Build an image from a Dockerfile
docker build [OPTIONS] PATH | URL | -
Name, shorthand | Default | Description |
--add-host | Add a custom host-to-IP mapping (host:ip) | |
--build-arg | Set build-time variables | |
--cache-from | Images to consider as cache sources | |
--cgroup-parent | Optional parent cgroup for the container | |
--compress | Compress the build context using gzip | |
--cpu-period | Limit the CPU CFS (Completely Fair Scheduler) period | |
--cpu-quota | Limit the CPU CFS (Completely Fair Scheduler) quota | |
--cpu-shares , -c | CPU shares (relative weight) | |
--cpuset-cpus | CPUs in which to allow execution (0-3, 0,1) | |
--cpuset-mems | MEMs in which to allow execution (0-3, 0,1) | |
--disable-content-trust | true | Skip image verification |
--file , -f | Name of the Dockerfile (Default is ‘PATH/Dockerfile’) | |
--force-rm | Always remove intermediate containers | |
--iidfile | Write the image ID to the file | |
--isolation | Container isolation technology | |
--label | Set metadata for an image | |
--memory , -m | Memory limit | |
--memory-swap | Swap limit equal to memory plus swap: ‘-1’ to enable unlimited swap | |
--network |
API 1.25+ Set the networking mode for the RUN instructions during build | |
--no-cache | Do not use cache when building the image | |
--output , -o |
API 1.40+ Output destination (format: type=local,dest=path) | |
--platform |
experimental (daemon)API 1.32+ Set platform if server is multi-platform capable | |
--progress | auto | Set type of progress output (auto, plain, tty). Use plain to show container output |
--pull | Always attempt to pull a newer version of the image | |
--quiet , -q | Suppress the build output and print image ID on success | |
--rm | true | Remove intermediate containers after a successful build |
--secret |
API 1.39+ Secret file to expose to the build (only if BuildKit enabled): id=mysecret,src=/local/secret | |
--security-opt | Security options | |
--shm-size | Size of /dev/shm | |
--squash |
experimental (daemon)API 1.25+ Squash newly built layers into a single new layer | |
--ssh |
API 1.39+ SSH agent socket or keys to expose to the build (only if BuildKit enabled) (format: default| | |
--stream |
experimental (daemon)API 1.31+ Stream attaches to server to negotiate build context | |
--tag , -t | Name and optionally a tag in the ‘name:tag’ format | |
--target | Set the target build stage to build. | |
--ulimit | Ulimit options |
Command | Description |
---|---|
docker | The base command for the Docker CLI. |
The docker build
command builds Docker images from a Dockerfile and a “context”. A build’s context is the set of files located in the specified PATH
or URL
. The build process can refer to any of the files in the context. For example, your build can use a COPY instruction to reference a file in the context.
The URL
parameter can refer to three kinds of resources: Git repositories, pre-packaged tarball contexts and plain text files.
When the URL
parameter points to the location of a Git repository, the repository acts as the build context. The system recursively fetches the repository and its submodules. The commit history is not preserved. A repository is first pulled into a temporary directory on your local host. After that succeeds, the directory is sent to the Docker daemon as the context. Local copy gives you the ability to access private repositories using local user credentials, VPN’s, and so forth.
Note: If the
URL
parameter contains a fragment the system will recursively clone the repository and its submodules using agit clone --recursive
command.
Git URLs accept context configuration in their fragment section, separated by a colon :
. The first part represents the reference that Git will check out, and can be either a branch, a tag, or a remote reference. The second part represents a subdirectory inside the repository that will be used as a build context.
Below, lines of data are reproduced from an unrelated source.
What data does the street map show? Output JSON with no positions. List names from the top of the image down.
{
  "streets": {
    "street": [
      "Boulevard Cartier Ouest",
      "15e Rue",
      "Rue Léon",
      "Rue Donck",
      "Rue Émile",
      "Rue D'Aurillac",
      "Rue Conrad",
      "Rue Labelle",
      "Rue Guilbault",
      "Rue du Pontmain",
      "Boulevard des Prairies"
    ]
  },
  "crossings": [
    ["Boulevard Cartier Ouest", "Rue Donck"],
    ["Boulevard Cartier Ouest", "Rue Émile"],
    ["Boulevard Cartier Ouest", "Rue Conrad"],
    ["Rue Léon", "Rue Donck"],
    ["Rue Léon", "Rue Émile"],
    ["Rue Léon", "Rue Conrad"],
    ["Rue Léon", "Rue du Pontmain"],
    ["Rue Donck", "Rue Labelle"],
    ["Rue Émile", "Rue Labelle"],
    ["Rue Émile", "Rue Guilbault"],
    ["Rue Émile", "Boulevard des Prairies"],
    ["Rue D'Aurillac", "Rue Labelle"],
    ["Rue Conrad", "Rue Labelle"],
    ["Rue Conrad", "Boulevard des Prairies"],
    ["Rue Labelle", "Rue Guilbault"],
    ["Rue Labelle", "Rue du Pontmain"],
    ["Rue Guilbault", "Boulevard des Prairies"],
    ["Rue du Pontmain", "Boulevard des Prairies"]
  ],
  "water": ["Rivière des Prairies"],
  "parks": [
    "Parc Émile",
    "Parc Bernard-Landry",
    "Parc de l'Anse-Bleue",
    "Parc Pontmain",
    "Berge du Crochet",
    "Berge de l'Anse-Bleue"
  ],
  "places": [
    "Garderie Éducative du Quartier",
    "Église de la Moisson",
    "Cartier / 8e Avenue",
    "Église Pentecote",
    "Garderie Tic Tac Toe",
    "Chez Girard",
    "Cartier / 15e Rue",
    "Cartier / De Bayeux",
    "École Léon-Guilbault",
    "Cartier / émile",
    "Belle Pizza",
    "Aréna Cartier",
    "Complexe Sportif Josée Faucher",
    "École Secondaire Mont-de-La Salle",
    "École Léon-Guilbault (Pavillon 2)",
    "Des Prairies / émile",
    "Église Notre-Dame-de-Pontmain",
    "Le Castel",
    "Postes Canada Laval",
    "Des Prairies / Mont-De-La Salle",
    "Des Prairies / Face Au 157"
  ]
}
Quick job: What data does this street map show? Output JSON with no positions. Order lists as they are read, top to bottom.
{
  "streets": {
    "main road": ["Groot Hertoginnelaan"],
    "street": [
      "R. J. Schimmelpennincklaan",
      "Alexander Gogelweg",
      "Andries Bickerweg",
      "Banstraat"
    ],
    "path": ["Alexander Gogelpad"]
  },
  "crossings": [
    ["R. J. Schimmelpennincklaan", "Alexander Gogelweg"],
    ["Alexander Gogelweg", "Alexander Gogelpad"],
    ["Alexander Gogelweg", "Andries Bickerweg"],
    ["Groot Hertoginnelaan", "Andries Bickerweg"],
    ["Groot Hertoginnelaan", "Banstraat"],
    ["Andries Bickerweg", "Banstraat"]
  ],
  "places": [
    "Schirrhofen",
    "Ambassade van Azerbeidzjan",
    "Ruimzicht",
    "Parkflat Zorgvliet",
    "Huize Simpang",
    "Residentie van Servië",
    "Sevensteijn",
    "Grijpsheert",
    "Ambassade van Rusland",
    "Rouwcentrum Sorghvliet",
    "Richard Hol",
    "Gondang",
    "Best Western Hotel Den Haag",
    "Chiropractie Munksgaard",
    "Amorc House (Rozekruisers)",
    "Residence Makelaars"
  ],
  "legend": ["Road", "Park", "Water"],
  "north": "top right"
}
For example, run this command to use a directory called docker
in the branch container
:
$ docker build https://github.com/docker/rootfs.git#container:docker
The following table represents all the valid suffixes with their build contexts:
Build Syntax Suffix | Commit Used | Build Context Used |
---|---|---|
myrepo.git | refs/heads/master | / |
myrepo.git#mytag | refs/tags/mytag | / |
myrepo.git#mybranch | refs/heads/mybranch | / |
myrepo.git#pull/42/head | refs/pull/42/head | / |
myrepo.git#:myfolder | refs/heads/master | /myfolder |
myrepo.git#master:myfolder | refs/heads/master | /myfolder |
myrepo.git#mytag:myfolder | refs/tags/mytag | /myfolder |
myrepo.git#mybranch:myfolder | refs/heads/mybranch | /myfolder |
If you pass an URL to a remote tarball, the URL itself is sent to the daemon:
$ docker build http://server/context.tar.gz
The download operation will be performed on the host the Docker daemon is running on, which is not necessarily the same host from which the build command is being issued. The Docker daemon will fetch context.tar.gz
and use it as the build context. Tarball contexts must be tar archives conforming to the standard tar
UNIX format and can be compressed with any one of the ‘xz’, ‘bzip2’, ‘gzip’ or ‘identity’ (no compression) formats.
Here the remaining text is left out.